The metadata approach is obsolete for an even more fundamental reason. Metadata are the digital extension of a catalog-centered paper-based information system. In this kind of system, today's experts organize today's information so tomorrow's users may solve tomorrow's problems efficiently. This worked well when technology changed slowly, when experts could predict who the future users would be, what kind of problems they would like to solve, and what kind of tools they would have at their disposal. These conditions no longer apply.

When digital storage is cheap, why implement expensive selection processes for an archive? When search technology does not care whether information is excruciatingly organized or piled in a heap, why spend countless hours organizing and curating content? Why agonize over potential future problems with unreadable file formats? Preserve all the information about current software and standards, and start developing the expert systems to unscramble any historical format. Think of any information-management task. How reasonable is the proposition that this task will require direct human intervention in two years? In five years? In ten years?

For content, more is more. We must acquire as much content as possible, and store it safely.

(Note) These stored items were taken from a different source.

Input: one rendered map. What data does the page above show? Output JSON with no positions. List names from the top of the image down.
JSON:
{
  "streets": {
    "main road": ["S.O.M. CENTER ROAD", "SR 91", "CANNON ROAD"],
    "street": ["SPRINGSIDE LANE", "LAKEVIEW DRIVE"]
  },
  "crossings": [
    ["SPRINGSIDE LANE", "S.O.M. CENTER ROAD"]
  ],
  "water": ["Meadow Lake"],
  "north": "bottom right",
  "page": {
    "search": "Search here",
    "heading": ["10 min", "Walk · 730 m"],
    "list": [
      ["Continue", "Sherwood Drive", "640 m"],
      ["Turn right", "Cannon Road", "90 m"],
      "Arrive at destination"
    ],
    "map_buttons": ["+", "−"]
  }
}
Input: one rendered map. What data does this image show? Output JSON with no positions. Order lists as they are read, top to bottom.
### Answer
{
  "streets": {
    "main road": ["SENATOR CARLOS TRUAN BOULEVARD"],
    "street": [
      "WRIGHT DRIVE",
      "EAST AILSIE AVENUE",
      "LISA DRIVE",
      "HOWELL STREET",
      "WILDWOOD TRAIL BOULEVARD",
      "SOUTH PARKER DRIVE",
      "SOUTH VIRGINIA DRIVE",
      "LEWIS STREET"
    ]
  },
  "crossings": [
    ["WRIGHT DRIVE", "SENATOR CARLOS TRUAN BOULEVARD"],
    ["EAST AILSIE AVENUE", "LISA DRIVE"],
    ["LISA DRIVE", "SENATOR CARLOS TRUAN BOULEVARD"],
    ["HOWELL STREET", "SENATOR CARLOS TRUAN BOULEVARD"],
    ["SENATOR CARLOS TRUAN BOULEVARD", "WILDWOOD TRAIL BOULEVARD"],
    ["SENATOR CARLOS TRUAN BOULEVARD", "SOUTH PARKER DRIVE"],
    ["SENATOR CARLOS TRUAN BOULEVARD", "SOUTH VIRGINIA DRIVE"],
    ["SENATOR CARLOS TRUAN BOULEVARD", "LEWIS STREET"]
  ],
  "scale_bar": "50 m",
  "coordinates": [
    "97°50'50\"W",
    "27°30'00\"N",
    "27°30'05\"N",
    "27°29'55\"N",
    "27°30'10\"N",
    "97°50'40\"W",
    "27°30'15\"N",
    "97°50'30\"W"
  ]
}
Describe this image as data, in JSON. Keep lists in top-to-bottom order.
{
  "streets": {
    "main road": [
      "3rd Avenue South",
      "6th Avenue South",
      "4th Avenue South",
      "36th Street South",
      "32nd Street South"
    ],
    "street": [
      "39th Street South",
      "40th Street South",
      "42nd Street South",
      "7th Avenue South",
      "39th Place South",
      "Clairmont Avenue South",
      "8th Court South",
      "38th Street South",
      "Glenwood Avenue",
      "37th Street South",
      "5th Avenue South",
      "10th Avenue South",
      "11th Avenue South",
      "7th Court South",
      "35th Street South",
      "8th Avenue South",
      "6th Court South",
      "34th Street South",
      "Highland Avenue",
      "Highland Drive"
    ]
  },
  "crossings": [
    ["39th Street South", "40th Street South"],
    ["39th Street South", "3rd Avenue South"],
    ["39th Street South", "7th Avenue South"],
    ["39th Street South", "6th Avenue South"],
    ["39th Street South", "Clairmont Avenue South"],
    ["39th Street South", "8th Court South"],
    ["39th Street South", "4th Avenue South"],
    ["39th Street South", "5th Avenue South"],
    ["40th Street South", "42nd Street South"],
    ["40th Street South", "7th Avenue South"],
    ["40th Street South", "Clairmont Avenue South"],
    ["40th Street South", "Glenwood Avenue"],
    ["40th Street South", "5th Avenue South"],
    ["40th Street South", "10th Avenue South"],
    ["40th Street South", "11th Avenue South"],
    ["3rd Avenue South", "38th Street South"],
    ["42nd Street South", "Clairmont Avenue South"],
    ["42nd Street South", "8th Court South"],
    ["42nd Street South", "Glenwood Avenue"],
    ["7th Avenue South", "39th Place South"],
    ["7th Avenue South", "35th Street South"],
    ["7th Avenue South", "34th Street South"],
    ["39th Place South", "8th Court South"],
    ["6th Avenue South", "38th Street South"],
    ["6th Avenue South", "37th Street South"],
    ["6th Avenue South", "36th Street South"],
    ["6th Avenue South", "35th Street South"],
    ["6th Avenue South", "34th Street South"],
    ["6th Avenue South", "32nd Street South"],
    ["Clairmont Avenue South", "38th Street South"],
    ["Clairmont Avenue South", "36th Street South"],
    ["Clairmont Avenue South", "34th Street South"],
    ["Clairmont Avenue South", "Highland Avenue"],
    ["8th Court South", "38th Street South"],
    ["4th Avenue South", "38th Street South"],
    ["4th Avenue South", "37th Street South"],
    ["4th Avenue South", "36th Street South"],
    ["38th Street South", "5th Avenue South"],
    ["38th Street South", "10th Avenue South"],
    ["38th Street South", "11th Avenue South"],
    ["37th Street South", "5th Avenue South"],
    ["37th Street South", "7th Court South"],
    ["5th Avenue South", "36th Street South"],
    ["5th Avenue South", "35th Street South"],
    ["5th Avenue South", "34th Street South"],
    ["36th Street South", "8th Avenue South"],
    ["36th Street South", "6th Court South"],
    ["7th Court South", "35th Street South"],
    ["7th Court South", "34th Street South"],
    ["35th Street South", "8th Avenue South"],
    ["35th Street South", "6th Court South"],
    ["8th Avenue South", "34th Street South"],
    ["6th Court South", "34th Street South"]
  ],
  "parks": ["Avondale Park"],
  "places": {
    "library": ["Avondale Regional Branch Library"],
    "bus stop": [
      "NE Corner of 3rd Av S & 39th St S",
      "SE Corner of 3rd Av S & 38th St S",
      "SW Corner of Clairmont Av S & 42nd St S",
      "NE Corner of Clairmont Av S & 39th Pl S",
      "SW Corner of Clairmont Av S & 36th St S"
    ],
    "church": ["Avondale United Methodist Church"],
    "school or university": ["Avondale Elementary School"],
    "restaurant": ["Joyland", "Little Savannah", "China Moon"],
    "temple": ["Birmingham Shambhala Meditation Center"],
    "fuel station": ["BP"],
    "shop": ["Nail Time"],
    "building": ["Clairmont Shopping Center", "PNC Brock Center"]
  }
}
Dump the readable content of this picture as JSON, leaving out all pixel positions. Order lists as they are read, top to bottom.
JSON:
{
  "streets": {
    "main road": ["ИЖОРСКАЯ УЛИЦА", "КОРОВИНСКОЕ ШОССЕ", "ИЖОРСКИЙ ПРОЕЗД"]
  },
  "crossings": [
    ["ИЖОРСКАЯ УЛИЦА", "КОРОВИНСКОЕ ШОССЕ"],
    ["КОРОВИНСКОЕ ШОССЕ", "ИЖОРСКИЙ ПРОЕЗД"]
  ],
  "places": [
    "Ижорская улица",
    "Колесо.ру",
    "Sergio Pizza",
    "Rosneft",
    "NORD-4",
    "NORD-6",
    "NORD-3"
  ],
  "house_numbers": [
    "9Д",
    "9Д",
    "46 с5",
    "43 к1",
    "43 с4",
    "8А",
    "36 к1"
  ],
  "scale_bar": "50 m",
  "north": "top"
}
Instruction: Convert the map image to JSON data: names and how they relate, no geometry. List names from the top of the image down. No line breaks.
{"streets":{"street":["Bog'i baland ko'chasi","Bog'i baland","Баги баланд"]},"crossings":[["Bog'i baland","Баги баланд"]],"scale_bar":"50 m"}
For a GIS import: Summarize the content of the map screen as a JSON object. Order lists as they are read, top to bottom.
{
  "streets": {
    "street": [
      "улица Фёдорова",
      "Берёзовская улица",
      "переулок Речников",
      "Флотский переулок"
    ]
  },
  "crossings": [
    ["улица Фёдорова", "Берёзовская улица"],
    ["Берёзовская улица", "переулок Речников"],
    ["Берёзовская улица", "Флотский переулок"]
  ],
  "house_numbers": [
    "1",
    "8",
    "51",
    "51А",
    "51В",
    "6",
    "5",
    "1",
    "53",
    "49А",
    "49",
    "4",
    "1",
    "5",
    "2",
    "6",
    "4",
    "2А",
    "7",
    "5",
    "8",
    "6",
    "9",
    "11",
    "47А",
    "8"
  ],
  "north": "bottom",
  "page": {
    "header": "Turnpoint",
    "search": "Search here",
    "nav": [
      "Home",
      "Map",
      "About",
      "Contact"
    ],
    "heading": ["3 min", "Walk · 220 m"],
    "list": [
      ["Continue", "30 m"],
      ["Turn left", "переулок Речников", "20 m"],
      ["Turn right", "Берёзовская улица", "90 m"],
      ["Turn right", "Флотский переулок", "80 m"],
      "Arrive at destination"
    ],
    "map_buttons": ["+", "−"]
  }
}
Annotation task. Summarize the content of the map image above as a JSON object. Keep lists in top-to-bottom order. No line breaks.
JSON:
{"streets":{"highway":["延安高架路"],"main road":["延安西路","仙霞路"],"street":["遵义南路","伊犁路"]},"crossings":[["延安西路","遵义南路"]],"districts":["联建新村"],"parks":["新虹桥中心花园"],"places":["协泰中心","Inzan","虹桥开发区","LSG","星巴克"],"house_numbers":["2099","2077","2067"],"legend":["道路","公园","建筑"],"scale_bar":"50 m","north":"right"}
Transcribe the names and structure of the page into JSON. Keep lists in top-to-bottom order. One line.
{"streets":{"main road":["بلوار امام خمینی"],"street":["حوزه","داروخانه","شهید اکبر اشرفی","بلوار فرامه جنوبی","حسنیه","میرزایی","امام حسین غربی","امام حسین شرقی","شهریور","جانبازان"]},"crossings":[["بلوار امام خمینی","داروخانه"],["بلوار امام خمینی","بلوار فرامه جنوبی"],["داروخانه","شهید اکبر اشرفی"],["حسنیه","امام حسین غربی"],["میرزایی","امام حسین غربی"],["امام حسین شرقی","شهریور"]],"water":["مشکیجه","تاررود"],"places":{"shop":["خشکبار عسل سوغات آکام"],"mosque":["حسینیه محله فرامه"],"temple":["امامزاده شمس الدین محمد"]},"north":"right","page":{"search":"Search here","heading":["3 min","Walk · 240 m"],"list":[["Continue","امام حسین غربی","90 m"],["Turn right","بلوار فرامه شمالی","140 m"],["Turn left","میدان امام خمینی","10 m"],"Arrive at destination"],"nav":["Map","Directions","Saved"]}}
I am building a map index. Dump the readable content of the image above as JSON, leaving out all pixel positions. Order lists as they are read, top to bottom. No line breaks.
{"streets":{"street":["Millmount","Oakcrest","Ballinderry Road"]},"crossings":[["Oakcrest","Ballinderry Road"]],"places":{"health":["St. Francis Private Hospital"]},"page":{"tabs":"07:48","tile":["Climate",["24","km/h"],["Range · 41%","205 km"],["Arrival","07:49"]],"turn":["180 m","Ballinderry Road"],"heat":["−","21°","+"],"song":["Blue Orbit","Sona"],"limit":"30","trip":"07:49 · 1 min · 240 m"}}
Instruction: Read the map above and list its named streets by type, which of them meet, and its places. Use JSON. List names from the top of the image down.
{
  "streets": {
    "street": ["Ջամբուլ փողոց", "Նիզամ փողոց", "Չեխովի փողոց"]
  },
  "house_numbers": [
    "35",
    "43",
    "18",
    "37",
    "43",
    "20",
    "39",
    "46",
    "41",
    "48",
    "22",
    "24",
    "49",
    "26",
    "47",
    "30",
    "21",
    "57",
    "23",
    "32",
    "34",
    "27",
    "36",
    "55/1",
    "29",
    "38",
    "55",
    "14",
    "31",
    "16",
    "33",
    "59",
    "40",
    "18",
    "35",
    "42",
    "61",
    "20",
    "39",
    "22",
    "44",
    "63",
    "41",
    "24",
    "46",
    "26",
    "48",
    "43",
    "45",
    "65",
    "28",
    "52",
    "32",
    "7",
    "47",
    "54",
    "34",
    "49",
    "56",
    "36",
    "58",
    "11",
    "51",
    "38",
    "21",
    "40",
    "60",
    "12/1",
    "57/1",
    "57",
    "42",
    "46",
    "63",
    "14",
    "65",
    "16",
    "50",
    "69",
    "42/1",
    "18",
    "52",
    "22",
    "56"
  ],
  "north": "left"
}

For content administration, less is more. Expert systems give us the freedom to do the bare minimum and to make a mess of it. While we must make content useful and enable as many services as possible, it is no longer feasible to accomplish that by designing systems for an anticipated future. Instead, we must create the conditions that attract developers of expert systems. This is remarkably simple: Make the full text and all data available with no strings attached.

Real Open Access.